▶ [Work item] For each line of the data below, test for "José". Report only the number of lines that pass.

Stored items
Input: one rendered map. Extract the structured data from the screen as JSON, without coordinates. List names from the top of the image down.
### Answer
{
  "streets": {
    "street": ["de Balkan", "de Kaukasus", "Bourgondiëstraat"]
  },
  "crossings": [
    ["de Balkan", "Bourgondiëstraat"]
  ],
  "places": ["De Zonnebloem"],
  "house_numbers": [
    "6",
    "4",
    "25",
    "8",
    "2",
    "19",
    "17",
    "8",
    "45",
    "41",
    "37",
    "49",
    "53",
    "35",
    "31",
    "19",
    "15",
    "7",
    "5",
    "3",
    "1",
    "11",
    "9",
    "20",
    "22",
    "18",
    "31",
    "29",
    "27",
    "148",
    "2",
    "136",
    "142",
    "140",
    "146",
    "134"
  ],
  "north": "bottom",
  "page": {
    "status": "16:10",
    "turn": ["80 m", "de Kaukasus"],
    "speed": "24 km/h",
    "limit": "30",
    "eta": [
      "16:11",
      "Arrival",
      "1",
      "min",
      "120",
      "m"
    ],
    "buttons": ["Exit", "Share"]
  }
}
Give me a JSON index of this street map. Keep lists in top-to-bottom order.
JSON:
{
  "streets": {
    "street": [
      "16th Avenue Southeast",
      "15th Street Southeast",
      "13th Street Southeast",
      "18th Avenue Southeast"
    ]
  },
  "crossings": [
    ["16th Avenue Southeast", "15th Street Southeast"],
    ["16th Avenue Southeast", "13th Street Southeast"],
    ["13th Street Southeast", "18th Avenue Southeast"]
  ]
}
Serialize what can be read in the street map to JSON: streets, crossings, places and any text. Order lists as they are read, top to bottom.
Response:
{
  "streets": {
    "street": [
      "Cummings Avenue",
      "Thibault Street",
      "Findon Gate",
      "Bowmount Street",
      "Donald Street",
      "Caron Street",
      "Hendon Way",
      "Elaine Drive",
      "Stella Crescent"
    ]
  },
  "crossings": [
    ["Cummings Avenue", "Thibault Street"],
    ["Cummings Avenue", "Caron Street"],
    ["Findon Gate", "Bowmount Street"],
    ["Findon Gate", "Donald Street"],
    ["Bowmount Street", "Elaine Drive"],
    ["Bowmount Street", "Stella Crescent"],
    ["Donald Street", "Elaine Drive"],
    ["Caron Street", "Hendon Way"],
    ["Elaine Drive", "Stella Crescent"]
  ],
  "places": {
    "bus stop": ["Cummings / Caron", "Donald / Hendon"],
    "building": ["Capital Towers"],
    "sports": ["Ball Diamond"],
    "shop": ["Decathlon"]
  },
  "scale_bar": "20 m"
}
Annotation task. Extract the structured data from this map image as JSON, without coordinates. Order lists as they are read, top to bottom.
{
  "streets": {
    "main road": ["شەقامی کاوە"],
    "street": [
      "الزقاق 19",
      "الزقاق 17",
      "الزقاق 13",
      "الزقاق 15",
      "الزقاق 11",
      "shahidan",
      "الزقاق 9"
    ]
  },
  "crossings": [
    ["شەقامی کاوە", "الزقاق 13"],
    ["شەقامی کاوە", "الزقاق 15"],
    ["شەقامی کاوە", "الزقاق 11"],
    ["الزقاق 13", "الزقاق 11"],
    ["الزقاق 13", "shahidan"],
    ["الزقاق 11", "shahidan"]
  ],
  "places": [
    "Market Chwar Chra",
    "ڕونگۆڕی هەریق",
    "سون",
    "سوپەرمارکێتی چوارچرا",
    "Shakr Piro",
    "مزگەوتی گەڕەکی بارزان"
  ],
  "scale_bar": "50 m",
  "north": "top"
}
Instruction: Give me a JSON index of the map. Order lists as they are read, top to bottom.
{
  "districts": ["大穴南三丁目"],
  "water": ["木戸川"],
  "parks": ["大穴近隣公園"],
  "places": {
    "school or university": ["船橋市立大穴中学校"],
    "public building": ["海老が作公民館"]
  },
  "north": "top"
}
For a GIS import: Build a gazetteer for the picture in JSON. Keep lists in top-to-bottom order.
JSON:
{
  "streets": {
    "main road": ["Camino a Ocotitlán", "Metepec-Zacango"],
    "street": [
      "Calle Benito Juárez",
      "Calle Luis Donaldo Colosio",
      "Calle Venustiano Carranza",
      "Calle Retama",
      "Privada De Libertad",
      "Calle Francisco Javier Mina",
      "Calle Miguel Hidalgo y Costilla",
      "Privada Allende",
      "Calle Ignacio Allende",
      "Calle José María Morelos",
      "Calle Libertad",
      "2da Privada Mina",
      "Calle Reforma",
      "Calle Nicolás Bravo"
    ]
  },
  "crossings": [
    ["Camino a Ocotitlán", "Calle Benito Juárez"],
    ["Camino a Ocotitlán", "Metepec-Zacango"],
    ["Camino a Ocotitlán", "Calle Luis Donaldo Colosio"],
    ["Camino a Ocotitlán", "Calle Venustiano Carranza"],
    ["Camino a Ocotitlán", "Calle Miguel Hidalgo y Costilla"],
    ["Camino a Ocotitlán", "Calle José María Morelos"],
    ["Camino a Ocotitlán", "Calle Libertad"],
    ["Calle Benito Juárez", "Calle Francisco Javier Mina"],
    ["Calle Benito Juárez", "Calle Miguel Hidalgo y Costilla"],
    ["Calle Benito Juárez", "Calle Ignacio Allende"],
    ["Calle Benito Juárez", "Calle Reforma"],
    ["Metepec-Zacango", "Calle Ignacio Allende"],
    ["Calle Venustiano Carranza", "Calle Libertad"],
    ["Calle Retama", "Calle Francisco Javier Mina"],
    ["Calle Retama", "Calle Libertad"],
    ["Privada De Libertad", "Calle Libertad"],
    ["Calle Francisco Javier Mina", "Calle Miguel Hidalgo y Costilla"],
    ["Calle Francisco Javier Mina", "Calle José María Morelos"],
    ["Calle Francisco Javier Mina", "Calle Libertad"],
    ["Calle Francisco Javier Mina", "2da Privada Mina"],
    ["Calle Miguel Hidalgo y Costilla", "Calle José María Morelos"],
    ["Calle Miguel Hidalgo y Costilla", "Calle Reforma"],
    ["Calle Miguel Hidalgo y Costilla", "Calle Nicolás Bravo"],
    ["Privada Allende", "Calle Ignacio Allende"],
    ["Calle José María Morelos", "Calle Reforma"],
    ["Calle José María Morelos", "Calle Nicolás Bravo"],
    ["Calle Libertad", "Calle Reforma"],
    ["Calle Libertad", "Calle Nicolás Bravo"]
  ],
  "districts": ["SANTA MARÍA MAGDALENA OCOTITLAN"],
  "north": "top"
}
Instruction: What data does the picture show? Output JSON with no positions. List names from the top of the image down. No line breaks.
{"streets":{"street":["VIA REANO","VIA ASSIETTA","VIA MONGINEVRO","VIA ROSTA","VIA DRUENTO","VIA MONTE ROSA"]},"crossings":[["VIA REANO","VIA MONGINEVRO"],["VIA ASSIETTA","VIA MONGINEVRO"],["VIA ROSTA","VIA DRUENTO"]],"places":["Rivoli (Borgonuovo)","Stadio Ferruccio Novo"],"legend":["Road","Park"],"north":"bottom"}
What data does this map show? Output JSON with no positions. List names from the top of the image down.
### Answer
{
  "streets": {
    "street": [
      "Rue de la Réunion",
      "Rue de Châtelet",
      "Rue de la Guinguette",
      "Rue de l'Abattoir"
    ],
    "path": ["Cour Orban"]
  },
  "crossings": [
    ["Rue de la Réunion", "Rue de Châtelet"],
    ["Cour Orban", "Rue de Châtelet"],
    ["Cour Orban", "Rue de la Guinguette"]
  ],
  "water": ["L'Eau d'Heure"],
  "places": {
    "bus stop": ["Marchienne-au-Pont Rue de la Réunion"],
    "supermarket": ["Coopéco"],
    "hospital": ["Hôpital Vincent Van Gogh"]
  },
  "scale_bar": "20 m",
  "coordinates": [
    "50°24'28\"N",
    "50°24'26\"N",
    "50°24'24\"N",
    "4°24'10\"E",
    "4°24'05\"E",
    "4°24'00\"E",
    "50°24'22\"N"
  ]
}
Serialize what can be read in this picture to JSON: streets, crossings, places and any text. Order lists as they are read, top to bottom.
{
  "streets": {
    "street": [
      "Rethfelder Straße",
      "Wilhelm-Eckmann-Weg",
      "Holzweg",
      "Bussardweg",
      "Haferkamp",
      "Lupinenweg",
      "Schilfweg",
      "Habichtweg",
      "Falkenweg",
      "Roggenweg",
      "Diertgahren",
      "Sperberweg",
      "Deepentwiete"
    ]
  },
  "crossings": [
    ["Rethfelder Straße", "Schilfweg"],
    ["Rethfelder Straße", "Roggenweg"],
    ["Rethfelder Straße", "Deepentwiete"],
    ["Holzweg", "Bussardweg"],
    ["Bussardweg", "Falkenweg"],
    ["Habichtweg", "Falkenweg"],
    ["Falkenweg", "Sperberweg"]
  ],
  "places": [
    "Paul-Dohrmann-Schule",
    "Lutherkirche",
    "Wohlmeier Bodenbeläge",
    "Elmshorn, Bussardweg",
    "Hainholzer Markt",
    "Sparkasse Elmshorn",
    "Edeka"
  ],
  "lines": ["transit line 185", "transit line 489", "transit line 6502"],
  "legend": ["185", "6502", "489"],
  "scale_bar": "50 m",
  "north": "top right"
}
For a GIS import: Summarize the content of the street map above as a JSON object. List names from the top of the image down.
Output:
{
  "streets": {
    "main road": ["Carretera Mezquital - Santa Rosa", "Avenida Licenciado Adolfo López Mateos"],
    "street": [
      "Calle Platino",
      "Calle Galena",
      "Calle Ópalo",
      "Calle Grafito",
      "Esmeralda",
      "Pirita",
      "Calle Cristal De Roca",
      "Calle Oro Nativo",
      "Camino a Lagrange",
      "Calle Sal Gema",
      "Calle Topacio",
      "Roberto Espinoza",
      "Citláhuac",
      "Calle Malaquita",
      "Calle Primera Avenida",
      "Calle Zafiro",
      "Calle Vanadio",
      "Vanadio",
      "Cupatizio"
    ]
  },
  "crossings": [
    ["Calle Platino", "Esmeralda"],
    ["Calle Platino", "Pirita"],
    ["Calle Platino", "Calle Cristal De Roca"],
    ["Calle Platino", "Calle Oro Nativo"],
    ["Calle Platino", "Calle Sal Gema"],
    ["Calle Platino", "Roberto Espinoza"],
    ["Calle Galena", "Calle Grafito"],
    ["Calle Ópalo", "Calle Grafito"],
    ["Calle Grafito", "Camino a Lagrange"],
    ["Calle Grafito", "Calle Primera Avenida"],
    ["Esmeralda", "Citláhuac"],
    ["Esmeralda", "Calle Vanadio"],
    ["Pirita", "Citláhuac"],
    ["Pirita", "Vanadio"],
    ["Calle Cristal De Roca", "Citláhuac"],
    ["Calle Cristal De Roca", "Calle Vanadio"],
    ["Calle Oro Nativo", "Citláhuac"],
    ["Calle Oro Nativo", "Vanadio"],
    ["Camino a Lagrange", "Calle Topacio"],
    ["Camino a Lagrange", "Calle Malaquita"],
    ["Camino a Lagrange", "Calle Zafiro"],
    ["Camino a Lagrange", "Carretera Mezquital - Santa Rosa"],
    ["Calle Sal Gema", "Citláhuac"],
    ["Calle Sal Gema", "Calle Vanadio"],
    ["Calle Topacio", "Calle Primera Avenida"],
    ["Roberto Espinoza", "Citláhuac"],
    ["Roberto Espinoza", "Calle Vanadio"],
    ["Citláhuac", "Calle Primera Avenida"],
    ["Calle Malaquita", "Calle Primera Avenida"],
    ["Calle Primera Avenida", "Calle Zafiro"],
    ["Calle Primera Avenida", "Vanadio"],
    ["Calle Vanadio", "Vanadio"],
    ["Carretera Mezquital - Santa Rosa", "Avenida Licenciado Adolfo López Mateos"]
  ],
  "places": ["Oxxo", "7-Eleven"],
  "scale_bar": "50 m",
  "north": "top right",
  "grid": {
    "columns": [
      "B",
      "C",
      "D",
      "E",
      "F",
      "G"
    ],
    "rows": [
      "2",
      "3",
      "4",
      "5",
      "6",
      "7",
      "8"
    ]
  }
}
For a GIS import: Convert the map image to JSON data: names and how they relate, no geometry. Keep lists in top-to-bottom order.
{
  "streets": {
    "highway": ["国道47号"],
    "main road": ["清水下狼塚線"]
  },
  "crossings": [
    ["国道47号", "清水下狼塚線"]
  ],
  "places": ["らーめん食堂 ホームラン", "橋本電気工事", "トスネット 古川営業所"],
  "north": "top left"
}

▶ [Solved problem] 6